In the parliamentary poll, which is equally important, the ZEC had released results from 24 constituencies by 1 pm Zimbabwean time (7 am EST). The results were evenly split between the ruling party and the opposition.

However, MDC tallied the results officially posted outside polling stations throughout the country to conclude that it had so far taken 95 seats against Zanu PF’s 40 and 20 for independents. There are 210 contested parliamentary seats and, if indeed, MDC won 95, it is just 11 seats away from claiming victory (which it has already done).

News agency reports say up to nine of Mugabe’s key cabinet and politburo members had already lost their seats to the opposition. These include vice president, Joyce Mujuru; the minister of security, Didymus Mutasa; minister of justice, Patrick Chinamasa; minister of youth services, Elliot Manyika and minister of local government, Ignatius Chombo.

Some of the Zanu PF big wigs who lost their seats appeared to have taken the losses so hard that Manyika killed a polling official and is now in custody. There are unconfirmed reports that Chombo and another losing minister, Webster Shamu were also involved in gun-related disturbances in their constituencies.

All this comes at a time when President Mugabe’s sister and long time confidante, Sabina Mugabe died on Sunday after suffering a suspected heart failure. She had been very ill for a long time.

Her two sons, Leo Mugabe and Patrick Zhuwawo (both senior members of Mugabe’s government) are said to have lost their parliamentary seats.


Sunday, March 30, 2008

Minister commits murder after losing election

Even a serious event like an election has its own anecdotes. Some are sad, some are outright funny and some are just horrible.

As Zimbabweans eagerly await official results of yesterday’s landmark elections, unofficial results are already being floated around.

But, before we get into that some serious and rather said tidbits.

Elliot Manyika, an outgoing member of Mugabe’s cabinet and the ruling Zanu PF party’s political commissar (lead campaigner) lost his parliamentary seat and his mind. Upon being told that he had been beaten by an opposition Movement for Democratic Change candidate, Manyika is said to have lost all control and shot someone dead. He then bolted from the scene and was only apprehended at the airport where he attempted to skip the country. He is now in police custody facing murder charges.

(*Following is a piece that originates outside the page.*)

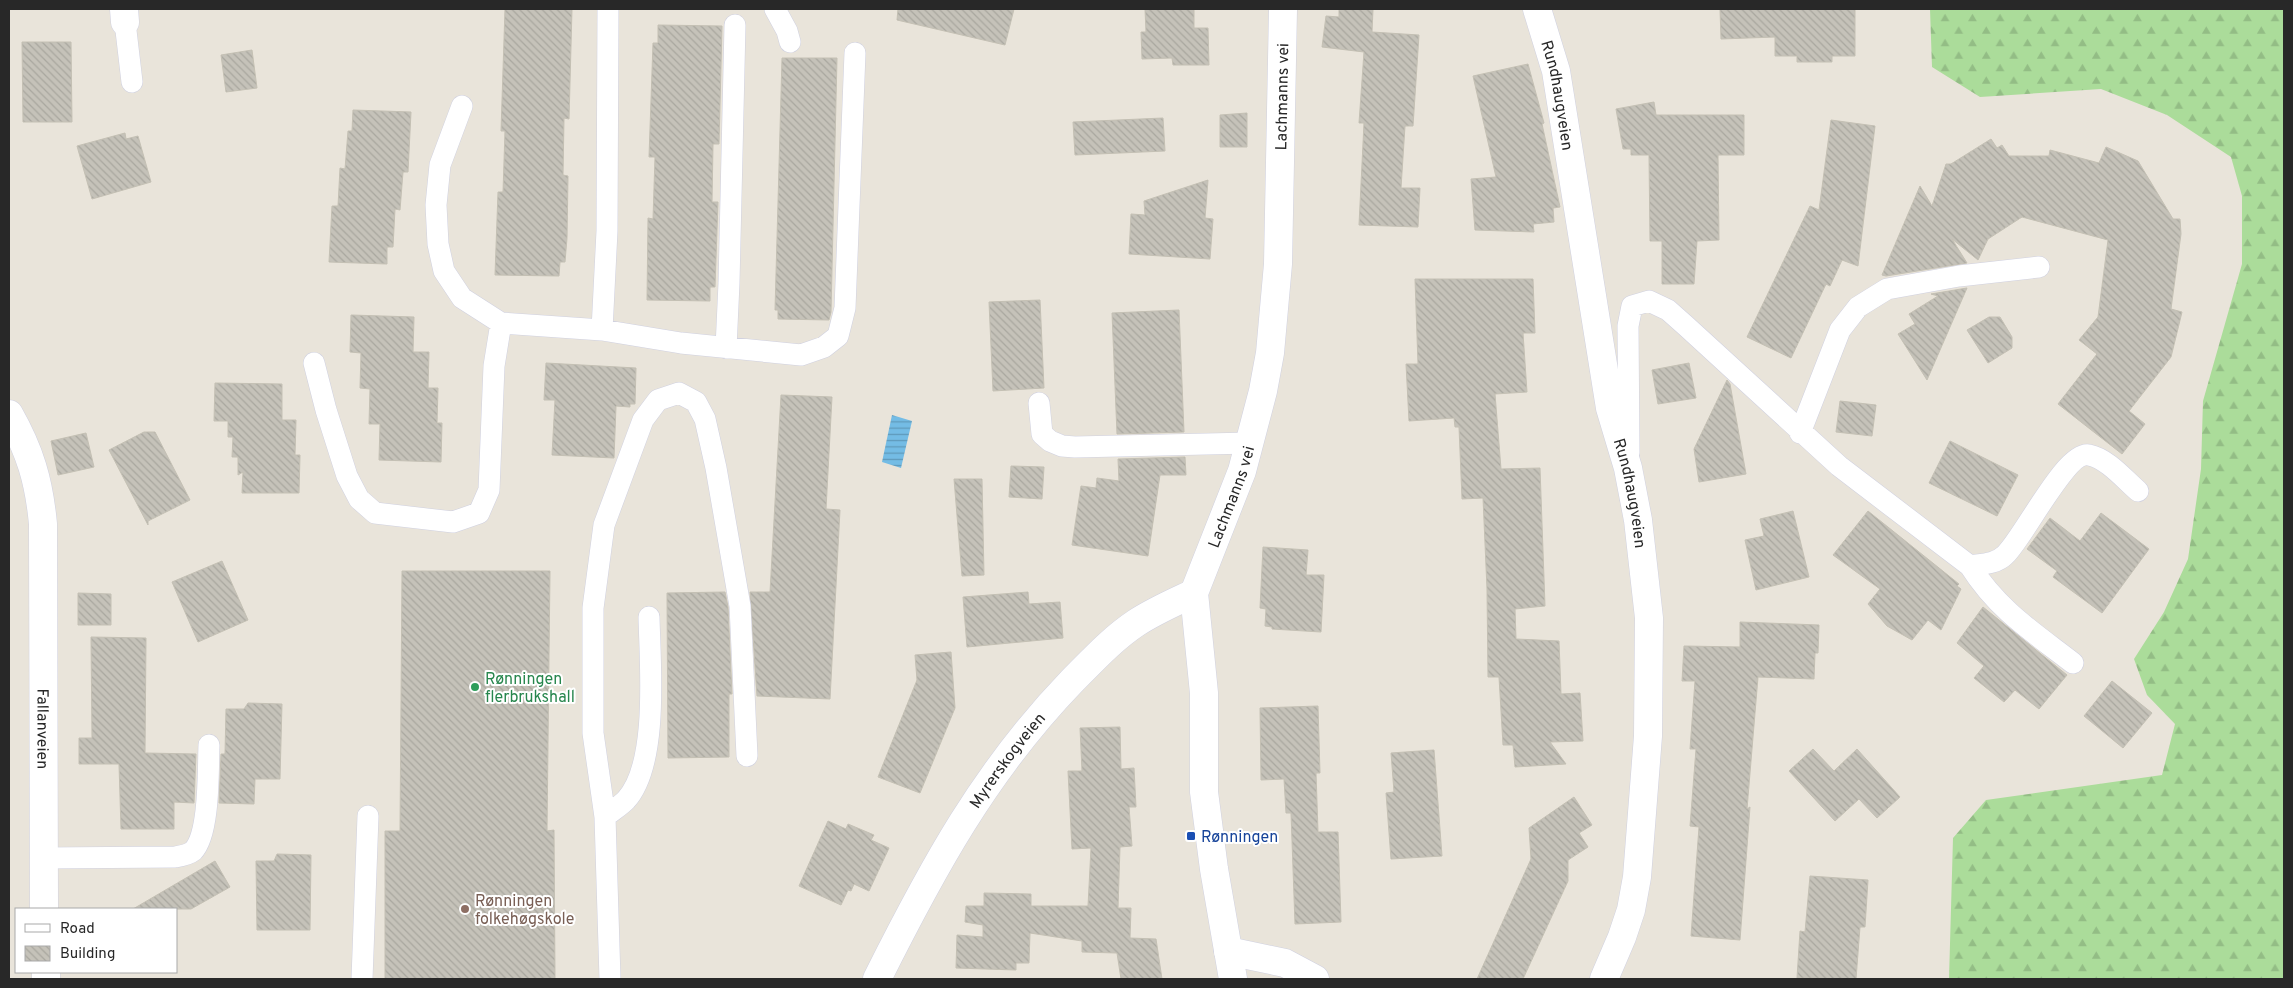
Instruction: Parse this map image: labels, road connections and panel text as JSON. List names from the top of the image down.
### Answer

That Manyika would do that is not surprising. This is the man who personified the brutal aspect of the ruling party’s campaign tactics as the leader of the Green Bombers (the ruthless Zanu PF national youth service). Besides, his very life is (or should I say was) Zanu PF.

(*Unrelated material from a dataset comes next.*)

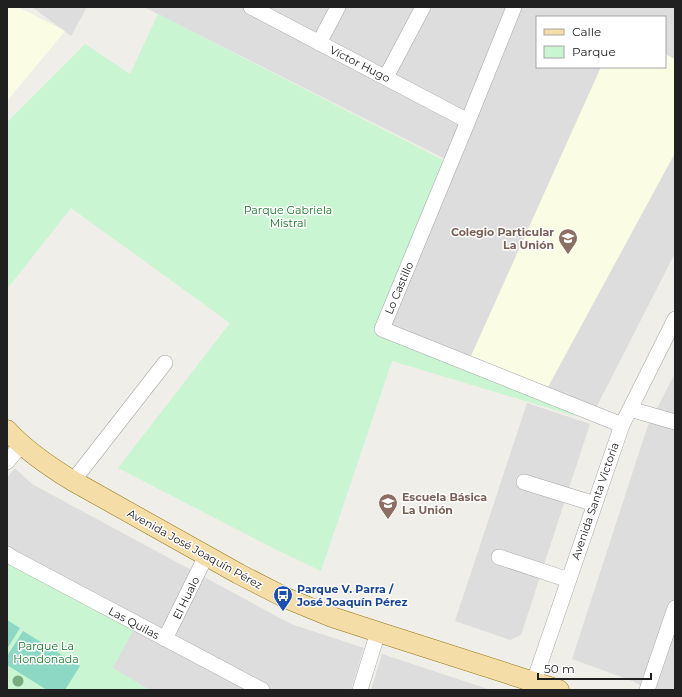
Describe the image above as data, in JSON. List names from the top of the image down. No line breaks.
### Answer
{"streets":{"main road":["Avenida José Joaquín Pérez"],"street":["Víctor Hugo","Lo Castillo","Avenida Santa Victoria","El Hualo","Las Quilas"]},"crossings":[["Víctor Hugo","Lo Castillo"],["Lo Castillo","Avenida Santa Victoria"],["Avenida Santa Victoria","Avenida José Joaquín Pérez"],["Avenida José Joaquín Pérez","El Hualo"],["El Hualo","Las Quilas"]],"parks":["Parque Gabriela Mistral","Parque La Hondonada"],"places":{"school or university":["Colegio Particular La Unión","Escuela Básica La Unión"],"bus stop":["Parque V. Parra / José Joaquín Pérez"]},"legend":["Calle","Parque"],"scale_bar":"50 m"}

Another liberation war veteran and former perpetual cabinet member, Webster Shamu is also said to have been barring polling officials from announcing results of his being trounced by the opposition in his “safe” seat in the Chegutu commercial farming area. A gun was also sighted. Let’s hope nobody is going to be shot there.

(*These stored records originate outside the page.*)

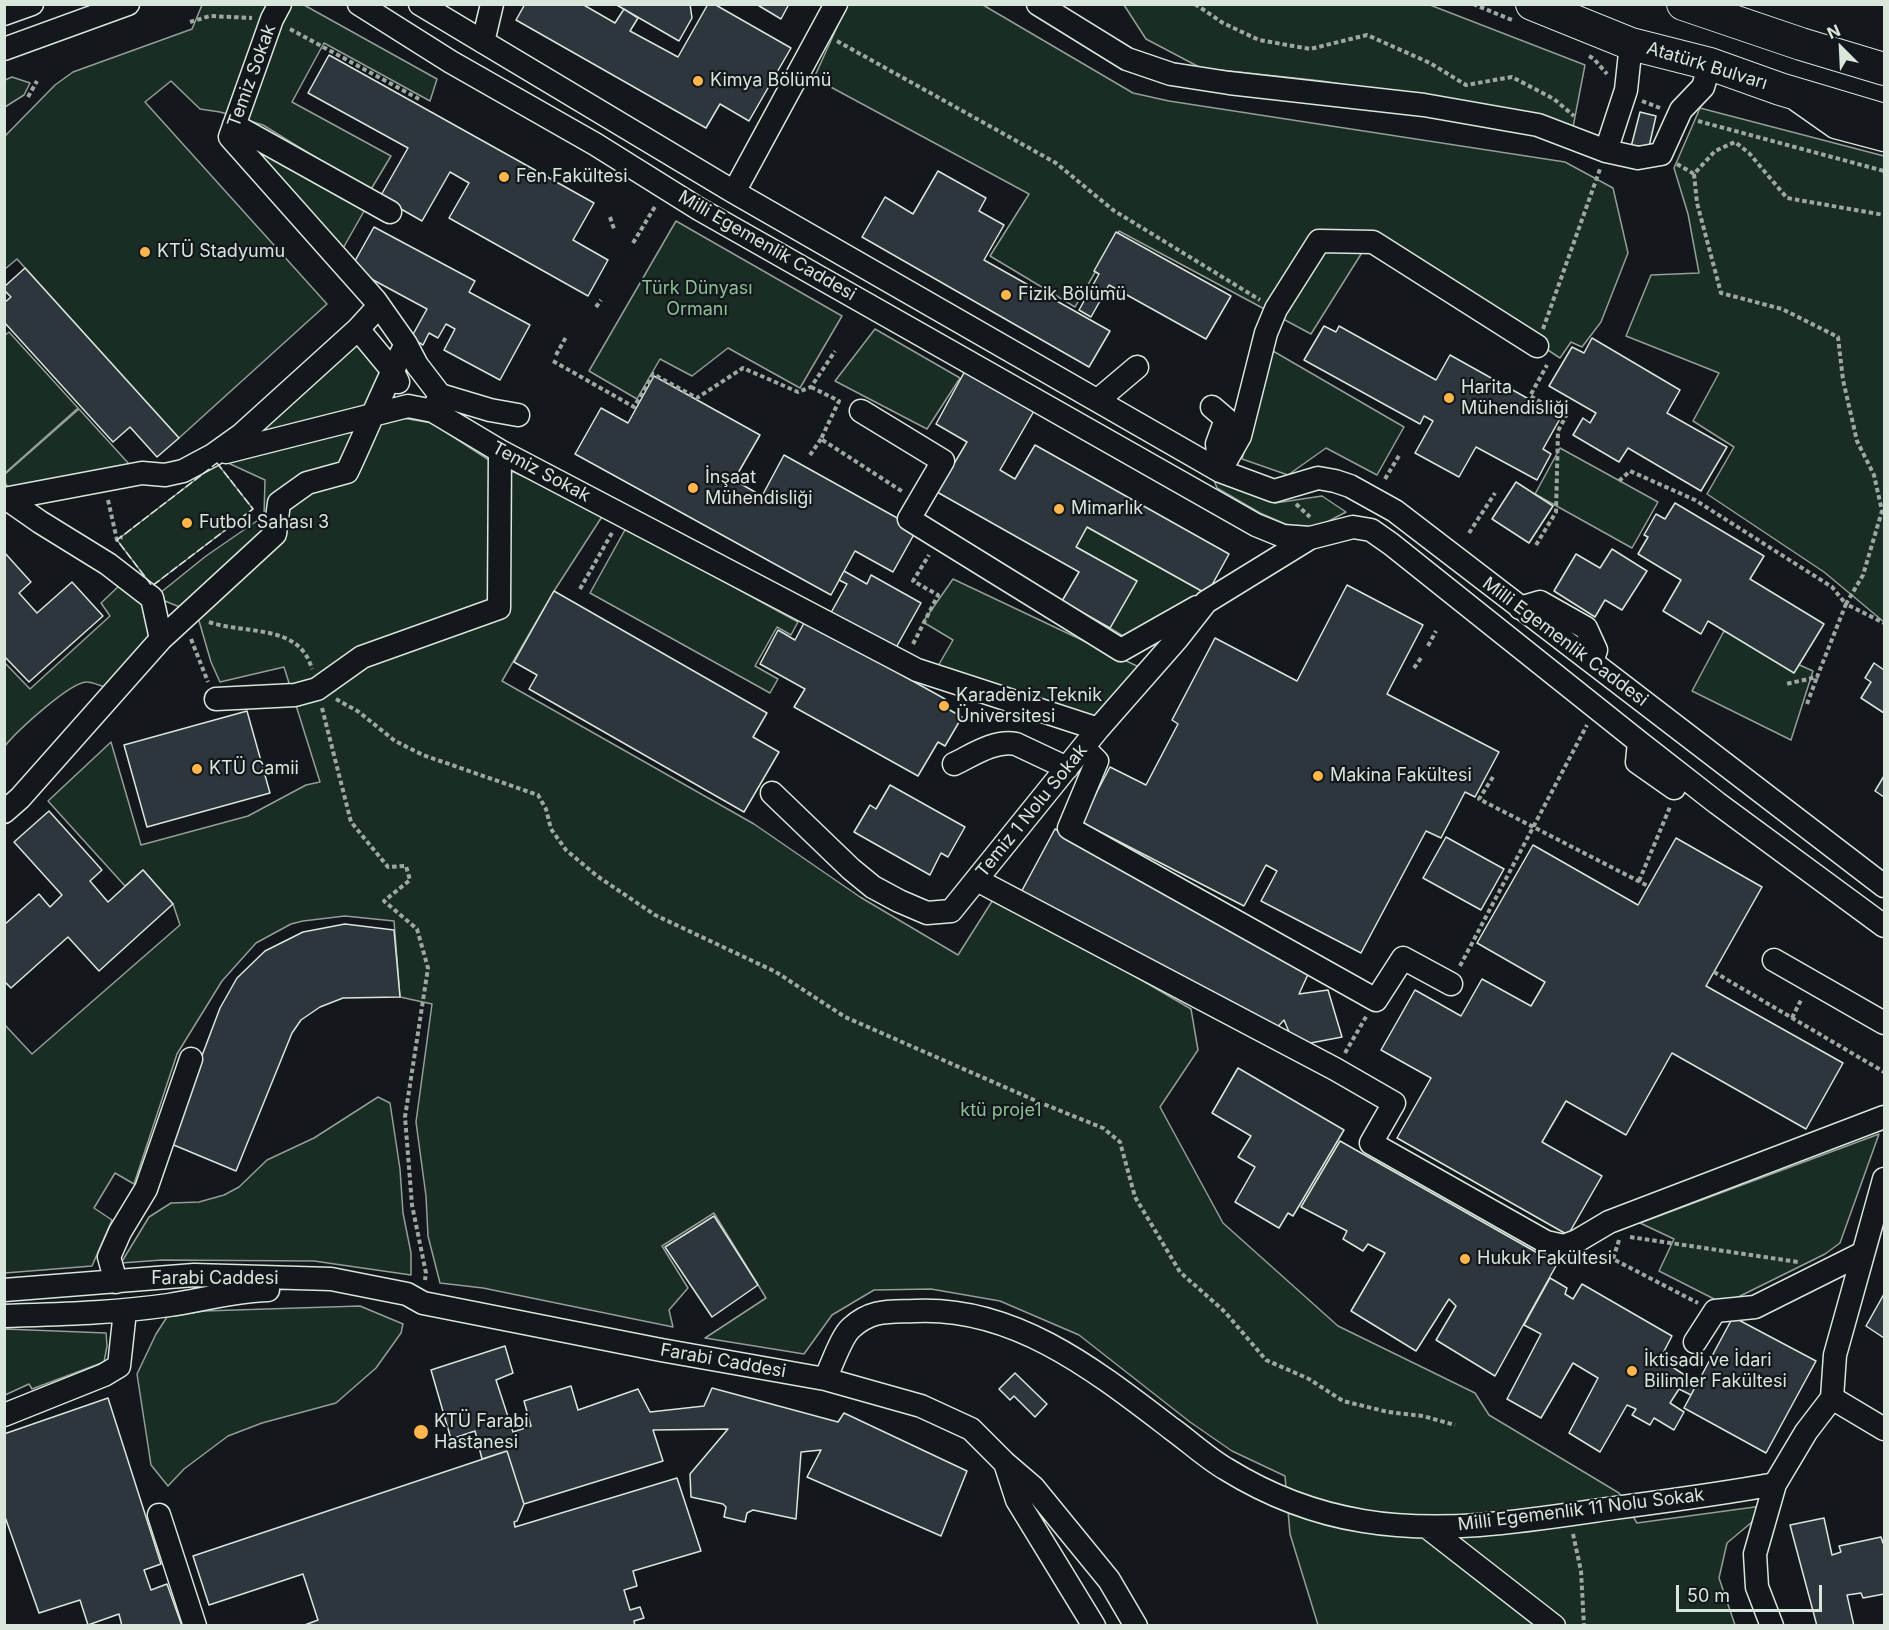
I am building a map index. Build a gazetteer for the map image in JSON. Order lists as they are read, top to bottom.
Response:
{
  "streets": {
    "highway": ["Atatürk Bulvarı"],
    "street": [
      "Temiz Sokak",
      "Milli Egemenlik Caddesi",
      "Temiz 1 Nolu Sokak",
      "Farabi Caddesi",
      "Milli Egemenlik 11 Nolu Sokak"
    ]
  },
  "crossings": [
    ["Temiz Sokak", "Temiz 1 Nolu Sokak"],
    ["Milli Egemenlik Caddesi", "Temiz 1 Nolu Sokak"],
    ["Farabi Caddesi", "Milli Egemenlik 11 Nolu Sokak"]
  ],
  "parks": ["Türk Dünyası Ormanı", "ktü proje1"],
  "places": [
    "Kimya Bölümü",
    "Fen Fakültesi",
    "KTÜ Stadyumu",
    "Fizik Bölümü",
    "Harita Mühendisliği",
    "İnşaat Mühendisliği",
    "Mimarlık",
    "Futbol Sahası 3",
    "Karadeniz Teknik Üniversitesi",
    "KTÜ Camii",
    "Makina Fakültesi",
    "Hukuk Fakültesi",
    "İktisadi ve İdari Bilimler Fakültesi",
    "KTÜ Farabi Hastanesi"
  ],
  "scale_bar": "50 m",
  "north": "top left"
}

Other Zanu PF heavyweights reported to have lost (but have not gone berserk yet) are:
Vice President, Joyce Mujuru
Party National Administrator and Minister of the Secret Police, Didymus Mutasa.
Minister of Local Government (as corrupt as they come), Ignatius Chombo
Minister of Agriculture, Joseph Made

Many more Zanu PF titans are expected to fall as the day goes by.

One cabinet member who had already fallen at the Zanu PF primary election level, Aeneas Chigwedere, Minister of Education, epitomized the saying “the harder they fall”.

He was on Sunday bestowed the headmanship of a village in Hwedza. From leading the entire education system in a country reputed to have the high literacy rate in the developing world, to heading a village of peasant farmers. Chisingaperi chinoshura (everything comes to an end).

On the presidential election. The unofficial results show things are not good for old Bob. It appears at best he will make a second round run-off. But with his close allies (who were campaigning for him) losing to the opposition, it becomes difficult to imagine how he would win.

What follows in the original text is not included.